Univers fintech – Après les pionniers – Moniwan, du groupe La Française, et France SCPI, qui a récemment annoncé un partenariat avec Se Loger – , c’est donc au tour d’un nouvel acteur de la fintech, Grisbee, de proposer une offre de SCPI « digitales ».  Lancé en 2016, ce « conseiller financier en ligne » revendique plus 1 300 clients et plus de 10 M€ d’encours sous gestion à fin septembre. Il compte parmi ses actionnaires Crédit Mutuel Arkéa, qui y a injecté 3 M€ en octobre 2016. Cette nouvelle plate-forme SCPI est d’ailleurs constituée en partenariat avec Arkéa Immobilier Conseil, filiale immobilière de Crédit Mutuel Arkéa qui travaille depuis longtemps en architecture ouverte, et affirme avoir « outillé les bulletins de souscription depuis 2013 ». Grisbee s’appuie également sur la société de gestion de SCPI Urban Premium, spécialiste reconnue notamment dans l’innovation et la gestion des SCPI fiscales.
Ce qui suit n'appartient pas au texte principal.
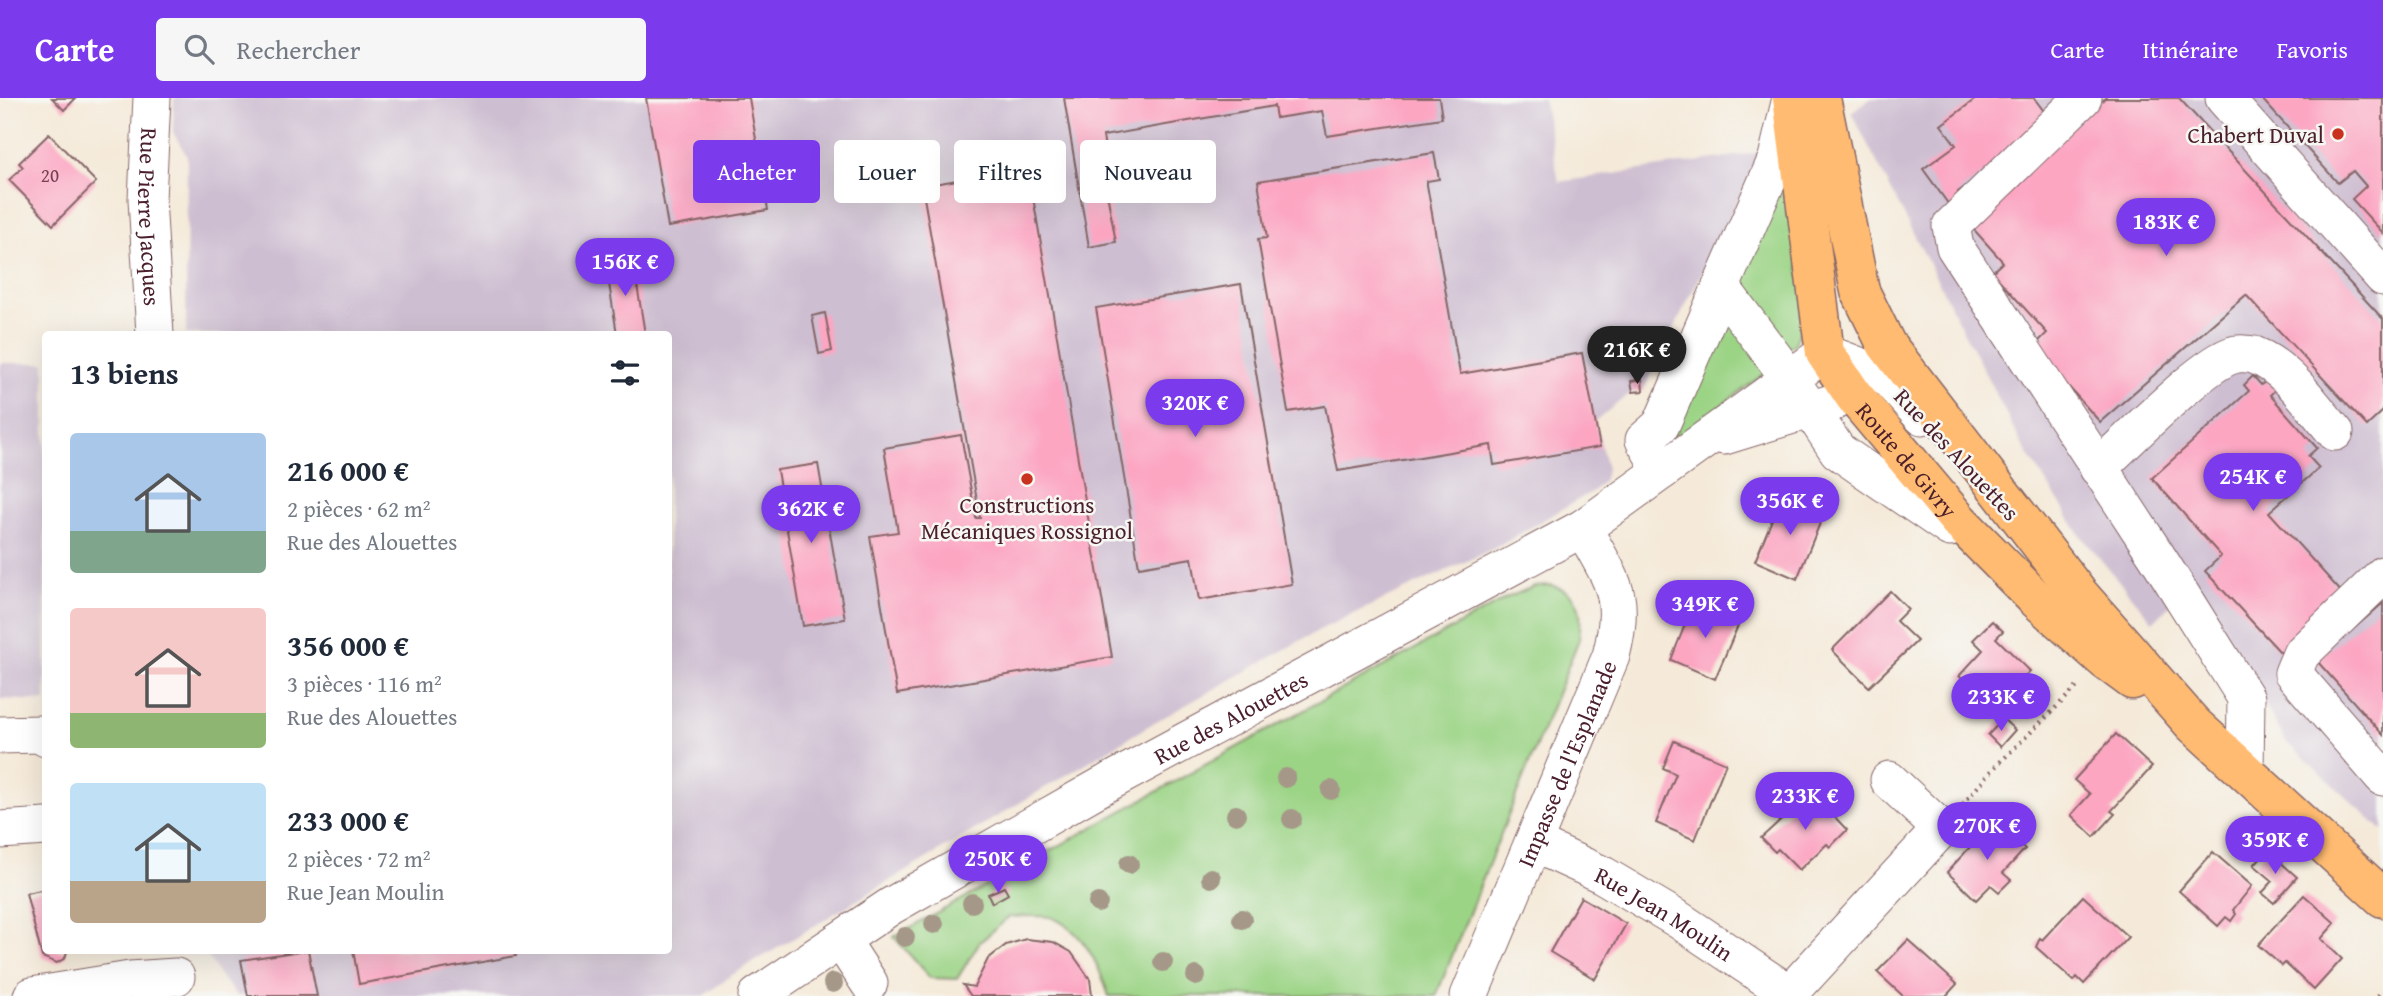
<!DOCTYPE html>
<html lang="fr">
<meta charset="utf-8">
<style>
body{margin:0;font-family:"Gentium Book Plus",serif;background:#f6f6f7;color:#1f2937;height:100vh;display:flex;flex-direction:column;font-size:26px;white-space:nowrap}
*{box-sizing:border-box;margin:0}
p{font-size:23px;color:#747a83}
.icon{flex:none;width:38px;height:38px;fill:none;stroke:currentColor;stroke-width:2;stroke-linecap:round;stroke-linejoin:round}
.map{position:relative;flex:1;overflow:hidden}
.side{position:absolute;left:42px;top:233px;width:630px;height:623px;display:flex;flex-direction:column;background:#fff;border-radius:7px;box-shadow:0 7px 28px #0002}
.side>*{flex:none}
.top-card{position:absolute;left:693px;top:42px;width:665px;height:63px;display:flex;gap:14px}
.price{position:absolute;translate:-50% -60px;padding:0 16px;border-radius:24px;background:#7c3aed;color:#fff;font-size:23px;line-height:46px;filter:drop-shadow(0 2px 4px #0008)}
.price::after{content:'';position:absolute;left:50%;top:42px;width:21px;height:16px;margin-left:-10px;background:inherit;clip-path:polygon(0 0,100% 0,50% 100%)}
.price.current{background:#222;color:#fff}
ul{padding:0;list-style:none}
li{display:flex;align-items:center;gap:21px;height:175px;padding:0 28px}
li span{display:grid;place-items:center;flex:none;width:196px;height:140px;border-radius:7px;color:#555}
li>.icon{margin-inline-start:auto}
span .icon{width:84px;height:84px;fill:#fffc;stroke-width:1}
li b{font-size:30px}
h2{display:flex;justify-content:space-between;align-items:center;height:84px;padding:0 28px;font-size:30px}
.tag{padding:0 24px;border-radius:7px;background:#fff;box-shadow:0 7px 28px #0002;font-size:24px;line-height:63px}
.tag.current{background:#7c3aed;color:#fff}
header{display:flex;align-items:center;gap:42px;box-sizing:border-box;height:98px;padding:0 35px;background:#7c3aed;color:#fff}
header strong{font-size:33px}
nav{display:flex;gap:38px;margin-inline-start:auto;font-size:24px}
.search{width:490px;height:63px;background:#f6f6f7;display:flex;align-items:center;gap:18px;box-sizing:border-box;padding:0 24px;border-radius:7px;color:#747a83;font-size:26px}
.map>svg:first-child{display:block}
</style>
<header>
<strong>Carte</strong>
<div class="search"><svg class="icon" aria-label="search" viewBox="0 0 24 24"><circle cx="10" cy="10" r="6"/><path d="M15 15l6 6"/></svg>Rechercher</div>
<nav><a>Carte</a><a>Itinéraire</a><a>Favoris</a></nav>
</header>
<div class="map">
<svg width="2383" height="898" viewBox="0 0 2383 898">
<rect width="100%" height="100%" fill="#f6f6f2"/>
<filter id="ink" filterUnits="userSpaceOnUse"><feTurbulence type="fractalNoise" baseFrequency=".0143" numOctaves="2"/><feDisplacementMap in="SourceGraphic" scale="14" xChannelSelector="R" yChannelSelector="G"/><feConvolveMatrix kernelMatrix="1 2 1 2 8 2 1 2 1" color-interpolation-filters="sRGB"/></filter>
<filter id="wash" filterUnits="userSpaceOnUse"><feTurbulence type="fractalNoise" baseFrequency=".00686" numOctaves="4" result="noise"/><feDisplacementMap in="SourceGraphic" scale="28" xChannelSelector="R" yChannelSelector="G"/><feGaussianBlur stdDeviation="1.57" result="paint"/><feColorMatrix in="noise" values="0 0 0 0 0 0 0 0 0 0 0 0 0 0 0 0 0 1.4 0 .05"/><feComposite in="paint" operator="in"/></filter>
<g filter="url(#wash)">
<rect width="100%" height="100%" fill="#f5ead9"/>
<!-- industrial -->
<g fill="#cebed1">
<polygon points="174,0 1543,0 1559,84 1762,54 1643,293 1632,294 1595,323 1607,370 1603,383 1593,393 1499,448 1323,530 1150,627 732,877 703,898 237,898 219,877 204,852 668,852 668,236 186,236 187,58 173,34"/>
<polygon points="1872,0 2383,0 2383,733 2285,642 2196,483 2153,524 2081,438 2021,345 1851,14"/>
<polygon points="0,265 45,265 45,603 0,601"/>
</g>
<!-- green -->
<g fill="#9cd486" stroke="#737a58" stroke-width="2">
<polygon points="1783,52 1803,199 1802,227 1795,246 1788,250 1730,186"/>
<polygon points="1721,204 1772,270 1684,335 1662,339"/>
<path d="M 1550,487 C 1581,494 1583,513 1579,541 L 1436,898 L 1109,898 C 1099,868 1085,834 1053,820 C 1042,816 1021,819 1009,819 L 979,845 L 957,881 L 930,880 L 894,839 L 1507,500 L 1535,488 Z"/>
</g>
<g id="blocks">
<!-- building -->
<g fill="#fca6c2">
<polygon points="52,0 76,0 64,12"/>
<polygon points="646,0 749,0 768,112 668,129"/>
<polygon points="1064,0 1439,0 1442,20 1327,38 1322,13 1276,20 1274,8 1103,38 1107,62 1101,63 1116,144 1089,149"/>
<polygon points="1977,0 2034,0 2052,24 1958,94 1964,102 1952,111 1923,71 1956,47 1941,27"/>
<polygon points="2105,0 2179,0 2383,221 2383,313 2367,328 2246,197 2100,324 2033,249 2047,235 1992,174 2003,164 1968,125"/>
<polygon points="2261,0 2383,0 2383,135 2352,101 2366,88 2353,73 2338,85"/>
<polygon points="49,36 96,84 53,127 9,82 23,69 19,65"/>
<polygon points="1434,55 1439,81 1427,83 1427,87 1460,276 1582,255 1600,349 1494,367 1491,347 1338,373 1325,308 1288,314 1258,141 1267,140 1258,83"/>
<polygon points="1028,70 1112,559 897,596 870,438 898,434 884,350 961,337 976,420 980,420 922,88"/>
<polygon points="633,162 645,236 617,236 606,167"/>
<polygon points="1241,186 1292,486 1199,502 1192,460 1139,469 1096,210"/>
<polygon points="825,215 832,253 819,256 812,218"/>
<polygon points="2253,278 2261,287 2266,283 2275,292 2270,297 2317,350 2308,358 2319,370 2269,414 2344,497 2281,555 2205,473 2221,458 2152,380 2249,293 2244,287"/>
<polygon points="1642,281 1643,293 1633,294 1631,283"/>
<polygon points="818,366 845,521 803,528 777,372"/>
<polygon points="1782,397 1825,413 1797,481 1755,463"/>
<polygon points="1890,493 1908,511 1896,523 1917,543 1869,589 1832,552"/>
<polygon points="1694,504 1740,523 1715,581 1671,562"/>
<polygon points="2383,505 2383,637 2317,563"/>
<polygon points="1992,523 2003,533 1996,540 2030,573 1993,611 1959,578 1983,552 1973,542"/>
<polygon points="2003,621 2015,632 2000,649 1988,637"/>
<polygon points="2116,636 2152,669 2111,713 2115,716 2094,739 2071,717 2090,696 2074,682"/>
<polygon points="1674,643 1726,665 1695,742 1656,725 1676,676 1663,670"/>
<polygon points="1811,694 1847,732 1830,749 1827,746 1799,772 1778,751 1775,754 1761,740"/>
<polygon points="1995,722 2025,751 2003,775 2011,782 1999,794 1991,787 1976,802 1947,774"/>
<polygon points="2267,752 2297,779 2274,805 2262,795 2273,783 2254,767"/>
<polygon points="2213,754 2252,788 2233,812 2236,816 2231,823 2226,819 2218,828 2179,793"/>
<polygon points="1004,789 1008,796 992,805 988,796"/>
<polygon points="46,791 46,852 67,854 65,860 57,865 42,859 26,795"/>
<polygon points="2304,797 2335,825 2321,841 2342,861 2314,892 2285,865 2282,868 2258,847"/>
<polygon points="2083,798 2128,839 2084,886 2077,879 2074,883 2036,849 2040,840 2042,842"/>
<polygon points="1581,799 1626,826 1595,881 1550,854"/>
<polygon points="1026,841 1053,844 1071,854 1090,881 1092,898 971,898 963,887 974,889 988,861 1006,847"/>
<polygon points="1908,842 1957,886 1946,898 1903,898 1877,874"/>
<polygon points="308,852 317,898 248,898 241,862"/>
<polygon points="353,852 515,852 516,858 359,886"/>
</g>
</g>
</g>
<g filter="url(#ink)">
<use href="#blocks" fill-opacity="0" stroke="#866668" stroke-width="2"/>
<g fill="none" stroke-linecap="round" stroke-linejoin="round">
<!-- minor casing -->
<g stroke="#866668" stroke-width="39">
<g id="minor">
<path id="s1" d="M 152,0 L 147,101 L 155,236"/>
<polyline points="2083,0 1951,128 1955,149 2160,463 2246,600 2245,673"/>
<polyline points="2224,0 2383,179"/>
<polyline points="1721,189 1788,278 1838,353 1950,430 1959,423"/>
<polyline points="1724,338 1832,305"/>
<path d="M 2098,370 C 2125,346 2203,265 2233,257 C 2238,255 2249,256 2254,257 C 2288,270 2312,308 2335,334"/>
<polyline points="1662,373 1644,342 1661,327 1777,60 1791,0"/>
<polyline points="2383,477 2301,556 2293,575 2383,679"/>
<polyline points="0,637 40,636 46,640"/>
<polyline points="0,732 46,729"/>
<path id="s2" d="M 1533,745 L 1603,777 L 1679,822 L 1793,898"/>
<polyline points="841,842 869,885"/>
<polyline points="1790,895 1941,731 1889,682"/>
<polyline points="32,898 130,882 176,879"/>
<path id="s3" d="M 757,898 L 891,808 L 1100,689 L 1583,430 L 1825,255 L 1886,278 L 1922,318"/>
<path id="s4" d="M 1469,898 L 1611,558 C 1627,495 1612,484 1583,430"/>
</g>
</g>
<!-- major casing -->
<g stroke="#866668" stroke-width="41">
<g id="major">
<path id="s5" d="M 1792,0 L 1825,255 L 1854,298 L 1959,423 L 2035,500 L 2105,562 L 2132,582"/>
<polyline points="1821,0 1860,193 1886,246 2078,495 2193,626 2383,800"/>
</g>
</g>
<!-- path -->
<g stroke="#866668" stroke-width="4.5" stroke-dasharray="2 5" stroke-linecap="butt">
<polyline points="1963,706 1996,668 2079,587"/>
<polyline points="2378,898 2383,893"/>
</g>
<!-- minor -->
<use href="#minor" stroke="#fff" stroke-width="37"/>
<!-- major -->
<use href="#major" stroke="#ffbb71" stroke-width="38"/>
</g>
<!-- trees -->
<g fill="#a59888">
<circle cx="1286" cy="680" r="10"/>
<circle cx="1331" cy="692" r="10"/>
<circle cx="1236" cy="717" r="10"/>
<circle cx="1292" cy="721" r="10"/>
<circle cx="1129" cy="766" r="10"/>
<circle cx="1211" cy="780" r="10"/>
<circle cx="972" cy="805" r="10"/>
<circle cx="1098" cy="805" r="10"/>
<circle cx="1242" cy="821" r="10"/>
<circle cx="934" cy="826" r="10"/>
<circle cx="905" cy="839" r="10"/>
<circle cx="1163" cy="864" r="10"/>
<circle cx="1196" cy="878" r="10"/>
<circle cx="833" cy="885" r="10"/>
</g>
</g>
<!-- markers -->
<g fill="#c8321e" stroke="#f6f6f2" stroke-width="2.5">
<circle cx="2338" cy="36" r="7"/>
<circle cx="1027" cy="381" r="7"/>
</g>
<g text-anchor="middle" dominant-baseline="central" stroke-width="5" stroke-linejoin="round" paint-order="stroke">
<!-- number labels -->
<g font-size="19" fill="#764151">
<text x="50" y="77">20</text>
</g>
<!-- poi labels -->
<g font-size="23" fill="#4a1f2b" stroke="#f6f6f2" text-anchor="end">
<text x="2324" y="36">Chabert Duval</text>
<text x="1027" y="406" text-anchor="middle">Constructions<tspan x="1027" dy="26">Mécaniques Rossignol</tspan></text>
</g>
<!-- street labels -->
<g font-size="23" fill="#4a1f2b" stroke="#f6f6f2">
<text stroke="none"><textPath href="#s1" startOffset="119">Rue Pierre Jacques</textPath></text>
<text transform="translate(1957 356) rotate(47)">Rue des Alouettes</text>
<text stroke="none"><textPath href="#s5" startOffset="392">Route de Givry</textPath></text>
<text stroke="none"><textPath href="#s3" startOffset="550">Rue des Alouettes</textPath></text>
<text stroke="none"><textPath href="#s4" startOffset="252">Impasse de l'Esplanade</textPath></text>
<text stroke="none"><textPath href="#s2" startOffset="149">Rue Jean Moulin</textPath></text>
</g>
</g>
</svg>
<b class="price" style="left:2166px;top:160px">183K €</b>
<b class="price" style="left:625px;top:200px">156K €</b>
<b class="price current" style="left:1637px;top:288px">216K €</b>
<b class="price" style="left:1195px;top:341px">320K €</b>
<b class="price" style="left:2253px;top:415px">254K €</b>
<b class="price" style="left:1790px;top:439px">356K €</b>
<b class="price" style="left:811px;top:447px">362K €</b>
<b class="price" style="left:1705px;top:542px">349K €</b>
<b class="price" style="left:2001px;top:635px">233K €</b>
<b class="price" style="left:1805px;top:734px">233K €</b>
<b class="price" style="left:1987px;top:764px">270K €</b>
<b class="price" style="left:2275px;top:778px">359K €</b>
<b class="price" style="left:998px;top:797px">250K €</b>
<div class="top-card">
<a class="tag current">Acheter</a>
<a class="tag">Louer</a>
<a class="tag">Filtres</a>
<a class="tag">Nouveau</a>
</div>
<section class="side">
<h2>13 biens<svg class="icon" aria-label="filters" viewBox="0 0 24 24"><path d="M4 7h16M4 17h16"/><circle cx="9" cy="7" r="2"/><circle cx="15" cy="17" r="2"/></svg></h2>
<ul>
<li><span style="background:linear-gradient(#a9c7e8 70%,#7fa58c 0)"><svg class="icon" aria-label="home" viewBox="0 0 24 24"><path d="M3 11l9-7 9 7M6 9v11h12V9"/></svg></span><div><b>216 000 €</b><p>2 pièces · 62 m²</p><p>Rue des Alouettes</p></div></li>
<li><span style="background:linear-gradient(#f6c9c9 75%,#8fb573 0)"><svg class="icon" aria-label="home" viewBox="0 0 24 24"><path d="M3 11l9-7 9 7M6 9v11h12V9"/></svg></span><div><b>356 000 €</b><p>3 pièces · 116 m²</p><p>Rue des Alouettes</p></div></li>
<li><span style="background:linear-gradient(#bfe0f5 70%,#b9a48a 0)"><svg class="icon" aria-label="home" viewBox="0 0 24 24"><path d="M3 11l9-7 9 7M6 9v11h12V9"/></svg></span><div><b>233 000 €</b><p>2 pièces · 72 m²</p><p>Rue Jean Moulin</p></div></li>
</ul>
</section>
</div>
Intégration prochaine des SCPI d’entreprise – La plate-forme Grisbee proposera, dans un premier temps, un accès limité à une sélection des SCPI ouvertes d’Urban Premium. Il s’agit en l’espèce d’Urban Vitalim 2 (une SCPI Pinel), d’Urban Prestigimmo 3 (une SCPI « Malraux »), et d’Urban Pierre 4 (une SCPI de déficit foncier). La fintech vise donc en priorité à satisfaire les contribuables soucieux de réduire, d’ici la fin de l’année, leur prochain impôt sur le revenu. Début 2018, la plate-forme devrait s’ouvrir à des SCPI de rendement. Elle annonce déjà des partenariats avec les sociétés de gestion Primonial et Sofidy.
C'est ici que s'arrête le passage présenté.